Once-They’ve-Come-Inside Business Blog Content Writing
OK, so I’d chosen to buy Time Magazine because the title “Who really decides which flights get canceled?” had intrigued me and made me curious. But now, was I going to stay interested enough to read through the entire issue?
That’s precisely the sequence of events for businesses and practices that engage in blog marketing. Blog readers are “deposited” at your “doorstep” due to the fact that the keyword phrases you’ve used proved a good match for the words those readers had typed into their browser’s search bar. If they are intrigued with your blog post title, readers click on the link, where they gain access to the blog content itself.
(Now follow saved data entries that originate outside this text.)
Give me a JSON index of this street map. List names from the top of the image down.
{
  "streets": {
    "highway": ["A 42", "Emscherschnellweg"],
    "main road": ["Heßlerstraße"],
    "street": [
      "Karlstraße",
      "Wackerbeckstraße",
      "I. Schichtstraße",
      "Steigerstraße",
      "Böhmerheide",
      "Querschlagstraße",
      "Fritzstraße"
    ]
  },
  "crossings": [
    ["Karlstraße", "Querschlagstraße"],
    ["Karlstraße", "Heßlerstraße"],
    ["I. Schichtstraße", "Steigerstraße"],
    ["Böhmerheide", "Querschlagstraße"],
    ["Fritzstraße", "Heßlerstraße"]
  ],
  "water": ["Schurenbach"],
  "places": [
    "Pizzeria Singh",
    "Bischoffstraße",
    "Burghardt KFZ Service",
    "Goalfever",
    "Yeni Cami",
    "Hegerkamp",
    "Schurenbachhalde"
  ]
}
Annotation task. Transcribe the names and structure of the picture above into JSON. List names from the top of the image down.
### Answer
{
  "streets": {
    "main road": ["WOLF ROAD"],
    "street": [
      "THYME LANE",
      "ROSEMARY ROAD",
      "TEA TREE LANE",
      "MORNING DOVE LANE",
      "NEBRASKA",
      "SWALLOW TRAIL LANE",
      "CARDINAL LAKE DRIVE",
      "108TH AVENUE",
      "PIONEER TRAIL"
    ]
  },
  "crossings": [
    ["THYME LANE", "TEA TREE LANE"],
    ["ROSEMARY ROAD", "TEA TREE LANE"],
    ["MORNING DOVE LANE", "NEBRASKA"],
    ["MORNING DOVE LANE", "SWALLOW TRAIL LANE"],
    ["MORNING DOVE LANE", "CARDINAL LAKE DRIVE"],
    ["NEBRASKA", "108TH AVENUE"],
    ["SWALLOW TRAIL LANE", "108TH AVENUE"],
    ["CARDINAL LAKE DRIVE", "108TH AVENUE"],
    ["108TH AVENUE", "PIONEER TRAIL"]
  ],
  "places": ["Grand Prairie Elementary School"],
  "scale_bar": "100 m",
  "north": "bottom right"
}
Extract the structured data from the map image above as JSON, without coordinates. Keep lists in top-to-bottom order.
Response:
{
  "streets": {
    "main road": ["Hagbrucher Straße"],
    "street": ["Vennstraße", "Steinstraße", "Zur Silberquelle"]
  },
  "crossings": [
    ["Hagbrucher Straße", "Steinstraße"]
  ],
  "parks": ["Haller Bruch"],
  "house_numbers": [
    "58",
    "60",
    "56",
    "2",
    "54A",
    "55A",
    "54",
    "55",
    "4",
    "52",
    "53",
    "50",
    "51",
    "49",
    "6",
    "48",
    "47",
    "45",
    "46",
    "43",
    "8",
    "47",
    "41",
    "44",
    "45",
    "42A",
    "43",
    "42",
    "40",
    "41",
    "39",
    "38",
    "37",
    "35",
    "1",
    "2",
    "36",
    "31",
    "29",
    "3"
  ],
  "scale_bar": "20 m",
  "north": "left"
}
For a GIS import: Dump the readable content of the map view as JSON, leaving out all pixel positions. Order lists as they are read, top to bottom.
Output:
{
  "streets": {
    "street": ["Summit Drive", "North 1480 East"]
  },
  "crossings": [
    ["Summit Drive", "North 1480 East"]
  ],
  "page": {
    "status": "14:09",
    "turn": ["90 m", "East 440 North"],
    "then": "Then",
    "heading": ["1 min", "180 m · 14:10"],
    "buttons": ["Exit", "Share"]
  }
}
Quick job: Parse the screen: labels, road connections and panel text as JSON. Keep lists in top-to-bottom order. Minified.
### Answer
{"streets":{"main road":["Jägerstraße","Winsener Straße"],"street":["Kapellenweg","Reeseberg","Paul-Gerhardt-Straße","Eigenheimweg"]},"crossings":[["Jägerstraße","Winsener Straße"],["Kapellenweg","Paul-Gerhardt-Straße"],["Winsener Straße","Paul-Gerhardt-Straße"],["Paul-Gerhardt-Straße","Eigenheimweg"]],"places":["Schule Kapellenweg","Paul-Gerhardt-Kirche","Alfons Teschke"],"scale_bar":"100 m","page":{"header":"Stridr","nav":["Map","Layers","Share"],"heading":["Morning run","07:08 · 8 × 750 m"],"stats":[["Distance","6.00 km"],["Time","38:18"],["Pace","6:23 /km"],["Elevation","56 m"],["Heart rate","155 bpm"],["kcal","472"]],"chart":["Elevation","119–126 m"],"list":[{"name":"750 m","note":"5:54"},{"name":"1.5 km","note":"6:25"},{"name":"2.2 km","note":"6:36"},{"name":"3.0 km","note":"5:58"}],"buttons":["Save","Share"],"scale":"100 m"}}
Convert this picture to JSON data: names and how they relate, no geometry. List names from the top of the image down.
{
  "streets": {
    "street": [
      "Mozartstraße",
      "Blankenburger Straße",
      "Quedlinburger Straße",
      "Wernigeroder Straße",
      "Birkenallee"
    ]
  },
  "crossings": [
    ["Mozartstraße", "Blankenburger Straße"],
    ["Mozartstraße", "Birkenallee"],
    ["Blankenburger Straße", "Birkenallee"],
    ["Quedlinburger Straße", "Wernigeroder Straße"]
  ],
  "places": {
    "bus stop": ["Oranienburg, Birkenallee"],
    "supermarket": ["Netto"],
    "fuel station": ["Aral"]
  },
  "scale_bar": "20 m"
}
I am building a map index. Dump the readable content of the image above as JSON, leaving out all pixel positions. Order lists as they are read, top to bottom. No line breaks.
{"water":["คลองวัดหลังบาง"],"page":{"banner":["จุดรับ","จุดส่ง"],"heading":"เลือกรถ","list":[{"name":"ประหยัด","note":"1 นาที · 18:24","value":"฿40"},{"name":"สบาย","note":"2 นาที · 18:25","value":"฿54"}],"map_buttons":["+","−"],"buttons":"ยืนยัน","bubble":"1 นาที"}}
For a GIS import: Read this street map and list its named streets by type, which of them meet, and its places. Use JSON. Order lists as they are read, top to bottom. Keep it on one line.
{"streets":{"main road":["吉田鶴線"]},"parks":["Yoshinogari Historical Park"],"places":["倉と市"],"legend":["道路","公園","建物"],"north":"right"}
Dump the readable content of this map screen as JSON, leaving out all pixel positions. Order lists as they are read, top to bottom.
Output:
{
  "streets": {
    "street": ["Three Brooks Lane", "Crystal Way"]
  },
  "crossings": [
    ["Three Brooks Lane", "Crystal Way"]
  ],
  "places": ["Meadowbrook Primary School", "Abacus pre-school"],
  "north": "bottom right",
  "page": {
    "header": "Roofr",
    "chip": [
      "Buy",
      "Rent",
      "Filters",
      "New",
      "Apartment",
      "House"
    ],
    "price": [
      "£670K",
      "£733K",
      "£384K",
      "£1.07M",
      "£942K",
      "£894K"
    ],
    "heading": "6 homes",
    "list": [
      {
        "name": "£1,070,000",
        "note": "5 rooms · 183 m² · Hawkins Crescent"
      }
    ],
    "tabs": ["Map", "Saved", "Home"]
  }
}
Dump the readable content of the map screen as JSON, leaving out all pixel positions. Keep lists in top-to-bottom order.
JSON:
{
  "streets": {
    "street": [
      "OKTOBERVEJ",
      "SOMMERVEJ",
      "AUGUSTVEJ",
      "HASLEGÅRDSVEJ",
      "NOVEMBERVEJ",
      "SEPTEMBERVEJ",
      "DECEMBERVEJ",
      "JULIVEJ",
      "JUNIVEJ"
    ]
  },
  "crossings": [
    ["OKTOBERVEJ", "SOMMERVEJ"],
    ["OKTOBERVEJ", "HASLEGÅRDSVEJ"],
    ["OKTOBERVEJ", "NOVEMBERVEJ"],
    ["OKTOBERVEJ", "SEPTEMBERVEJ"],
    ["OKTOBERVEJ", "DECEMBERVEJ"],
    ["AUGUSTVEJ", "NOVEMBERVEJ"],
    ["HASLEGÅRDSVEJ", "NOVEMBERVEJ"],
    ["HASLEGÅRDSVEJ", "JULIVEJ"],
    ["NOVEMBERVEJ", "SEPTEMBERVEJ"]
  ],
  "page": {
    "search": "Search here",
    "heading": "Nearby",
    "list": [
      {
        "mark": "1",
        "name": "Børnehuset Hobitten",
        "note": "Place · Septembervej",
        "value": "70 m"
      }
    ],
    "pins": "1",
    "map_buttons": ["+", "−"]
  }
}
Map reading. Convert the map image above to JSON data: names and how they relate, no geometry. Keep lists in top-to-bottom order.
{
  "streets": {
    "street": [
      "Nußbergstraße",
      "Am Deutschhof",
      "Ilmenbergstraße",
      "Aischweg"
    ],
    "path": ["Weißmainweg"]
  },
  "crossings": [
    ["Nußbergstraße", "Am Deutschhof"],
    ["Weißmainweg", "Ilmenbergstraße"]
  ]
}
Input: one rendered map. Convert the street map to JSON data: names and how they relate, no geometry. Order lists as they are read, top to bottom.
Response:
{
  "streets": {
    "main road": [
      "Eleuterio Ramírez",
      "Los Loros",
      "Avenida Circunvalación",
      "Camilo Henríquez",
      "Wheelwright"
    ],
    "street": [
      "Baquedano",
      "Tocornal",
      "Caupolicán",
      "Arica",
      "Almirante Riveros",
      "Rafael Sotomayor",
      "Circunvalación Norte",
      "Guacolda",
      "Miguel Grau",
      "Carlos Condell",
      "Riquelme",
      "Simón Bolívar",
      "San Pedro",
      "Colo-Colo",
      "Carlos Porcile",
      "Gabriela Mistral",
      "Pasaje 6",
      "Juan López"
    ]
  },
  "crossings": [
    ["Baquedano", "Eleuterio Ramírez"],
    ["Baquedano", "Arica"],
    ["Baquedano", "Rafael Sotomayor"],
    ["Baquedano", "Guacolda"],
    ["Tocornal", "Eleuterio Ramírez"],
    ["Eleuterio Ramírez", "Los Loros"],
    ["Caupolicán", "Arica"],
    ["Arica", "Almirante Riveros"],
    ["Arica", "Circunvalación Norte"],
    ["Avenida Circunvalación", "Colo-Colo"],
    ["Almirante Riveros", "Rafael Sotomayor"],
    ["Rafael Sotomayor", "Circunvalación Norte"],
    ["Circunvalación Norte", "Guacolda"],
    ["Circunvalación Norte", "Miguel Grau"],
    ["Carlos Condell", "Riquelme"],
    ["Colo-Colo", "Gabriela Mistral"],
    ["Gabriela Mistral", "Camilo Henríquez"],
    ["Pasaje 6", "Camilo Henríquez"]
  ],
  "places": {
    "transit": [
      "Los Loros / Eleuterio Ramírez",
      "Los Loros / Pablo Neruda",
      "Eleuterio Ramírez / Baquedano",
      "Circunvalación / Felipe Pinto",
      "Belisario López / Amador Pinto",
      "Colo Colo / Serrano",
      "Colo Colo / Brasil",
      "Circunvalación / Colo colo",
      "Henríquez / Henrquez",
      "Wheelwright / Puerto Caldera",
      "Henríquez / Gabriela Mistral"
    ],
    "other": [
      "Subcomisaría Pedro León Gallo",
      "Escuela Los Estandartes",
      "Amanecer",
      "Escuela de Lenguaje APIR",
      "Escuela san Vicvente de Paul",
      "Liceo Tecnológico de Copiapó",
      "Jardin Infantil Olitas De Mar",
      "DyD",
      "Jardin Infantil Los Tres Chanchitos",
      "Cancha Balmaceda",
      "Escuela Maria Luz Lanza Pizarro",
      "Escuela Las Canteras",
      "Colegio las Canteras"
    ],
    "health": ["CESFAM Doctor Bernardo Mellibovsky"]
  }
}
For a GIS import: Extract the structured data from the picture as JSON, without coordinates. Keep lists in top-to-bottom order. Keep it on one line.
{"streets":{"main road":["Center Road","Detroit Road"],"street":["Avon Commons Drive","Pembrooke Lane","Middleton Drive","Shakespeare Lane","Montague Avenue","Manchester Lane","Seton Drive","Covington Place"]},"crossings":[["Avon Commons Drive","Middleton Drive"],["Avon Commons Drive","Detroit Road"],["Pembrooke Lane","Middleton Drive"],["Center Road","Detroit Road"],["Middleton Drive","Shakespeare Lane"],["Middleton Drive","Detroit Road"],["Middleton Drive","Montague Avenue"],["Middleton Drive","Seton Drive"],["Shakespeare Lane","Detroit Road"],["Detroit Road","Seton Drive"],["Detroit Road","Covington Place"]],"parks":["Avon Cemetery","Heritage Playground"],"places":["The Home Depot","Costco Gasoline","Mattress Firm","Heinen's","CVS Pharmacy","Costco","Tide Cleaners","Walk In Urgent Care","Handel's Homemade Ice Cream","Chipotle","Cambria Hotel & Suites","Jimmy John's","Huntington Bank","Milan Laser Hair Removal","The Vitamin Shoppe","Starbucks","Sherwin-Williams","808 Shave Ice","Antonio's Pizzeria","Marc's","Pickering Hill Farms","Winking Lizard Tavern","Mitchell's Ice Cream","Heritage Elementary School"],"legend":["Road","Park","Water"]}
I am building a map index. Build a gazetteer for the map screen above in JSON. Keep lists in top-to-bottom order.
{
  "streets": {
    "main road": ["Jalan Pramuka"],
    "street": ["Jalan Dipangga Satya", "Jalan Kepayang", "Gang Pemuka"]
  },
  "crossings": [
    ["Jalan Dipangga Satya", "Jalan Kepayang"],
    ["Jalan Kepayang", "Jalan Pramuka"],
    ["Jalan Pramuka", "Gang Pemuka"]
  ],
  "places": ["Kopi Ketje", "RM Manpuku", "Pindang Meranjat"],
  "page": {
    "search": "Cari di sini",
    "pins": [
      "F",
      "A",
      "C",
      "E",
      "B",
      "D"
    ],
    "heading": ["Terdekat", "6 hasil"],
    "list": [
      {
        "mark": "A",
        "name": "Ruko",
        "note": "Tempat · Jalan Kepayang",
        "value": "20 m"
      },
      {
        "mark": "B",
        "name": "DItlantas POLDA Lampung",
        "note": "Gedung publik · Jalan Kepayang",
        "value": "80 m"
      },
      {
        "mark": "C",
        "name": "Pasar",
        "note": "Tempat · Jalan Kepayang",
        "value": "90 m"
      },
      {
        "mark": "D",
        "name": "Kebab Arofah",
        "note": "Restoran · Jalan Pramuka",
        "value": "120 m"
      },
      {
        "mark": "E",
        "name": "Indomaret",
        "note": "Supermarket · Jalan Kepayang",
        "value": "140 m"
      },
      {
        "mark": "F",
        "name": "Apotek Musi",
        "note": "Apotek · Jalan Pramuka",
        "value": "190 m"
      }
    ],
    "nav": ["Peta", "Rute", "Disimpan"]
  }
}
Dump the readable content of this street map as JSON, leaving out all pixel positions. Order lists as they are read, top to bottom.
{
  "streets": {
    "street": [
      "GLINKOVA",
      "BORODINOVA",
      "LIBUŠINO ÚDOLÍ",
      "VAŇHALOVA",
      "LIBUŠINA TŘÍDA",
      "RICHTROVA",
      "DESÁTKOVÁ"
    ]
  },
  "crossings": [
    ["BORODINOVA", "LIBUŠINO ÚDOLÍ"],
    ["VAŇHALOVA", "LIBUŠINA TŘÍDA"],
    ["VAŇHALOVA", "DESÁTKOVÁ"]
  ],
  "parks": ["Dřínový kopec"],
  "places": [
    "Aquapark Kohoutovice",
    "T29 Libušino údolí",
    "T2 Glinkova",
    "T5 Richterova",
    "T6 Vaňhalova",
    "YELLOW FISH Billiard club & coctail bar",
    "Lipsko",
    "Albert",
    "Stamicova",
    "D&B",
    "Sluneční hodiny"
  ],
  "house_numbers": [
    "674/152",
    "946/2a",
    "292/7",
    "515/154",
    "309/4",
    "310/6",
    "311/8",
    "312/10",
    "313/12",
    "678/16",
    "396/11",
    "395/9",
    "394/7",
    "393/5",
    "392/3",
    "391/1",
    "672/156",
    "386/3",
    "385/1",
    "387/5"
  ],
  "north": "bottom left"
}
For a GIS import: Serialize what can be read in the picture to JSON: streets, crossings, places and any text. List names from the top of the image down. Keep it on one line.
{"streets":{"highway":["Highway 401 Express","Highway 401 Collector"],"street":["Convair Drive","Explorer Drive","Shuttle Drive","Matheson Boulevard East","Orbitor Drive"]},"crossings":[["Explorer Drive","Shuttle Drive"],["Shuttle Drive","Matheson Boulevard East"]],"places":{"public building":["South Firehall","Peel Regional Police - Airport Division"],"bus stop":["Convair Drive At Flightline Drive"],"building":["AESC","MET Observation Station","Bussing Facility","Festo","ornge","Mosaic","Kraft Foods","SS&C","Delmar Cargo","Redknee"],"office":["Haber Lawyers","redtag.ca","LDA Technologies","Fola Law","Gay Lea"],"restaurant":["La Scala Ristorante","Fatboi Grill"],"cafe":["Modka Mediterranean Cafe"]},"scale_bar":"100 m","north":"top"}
In a way, online readers who arrive at your business blog have already “drunk the the Kool-Aid”. They already have an interest in your topic and are ready to receive the information, the services, and the products you have to offer. Your task is to keep them engaged with valuable, personal, and relevant information. You don’t have a very long “window” to accomplish that task, really just a couple of seconds.
The Neilsen Norman Group make it their business to measure that “window”. “Users often leave Web pages in 10-20 seconds, but pages with a clear value proposition can hold people's attention for much longer,” says Jakob Nielsen. Neilsen Norman uses a reliability engineering concept called a Weibull distribution which measures the probability that a component will fail. Applying that same concept to web readers, Nielsen found that “It’s rare for people to linger on Web pages, but when users do decide that a page is valuable, they may stay for a bit.”
“If you can convince users to stay on your page for half a minute, there’s a fair chance that they’ll stay much longer – often 2 minutes or more, which is an eternity on the Web.,” Neilson concludes.
As a corporate blogging trainer, what that “negative Weibull distribution” says to me is that we content writers should “give out the goodies” early in the post. (Interestingly, that very thought seems to trigger a certain degree of fear in many business owners – if they share too much information about their field, prospects won't need to pay them to provide expertise!).
Well, they won’t be paying if they aren’t staying, now will they?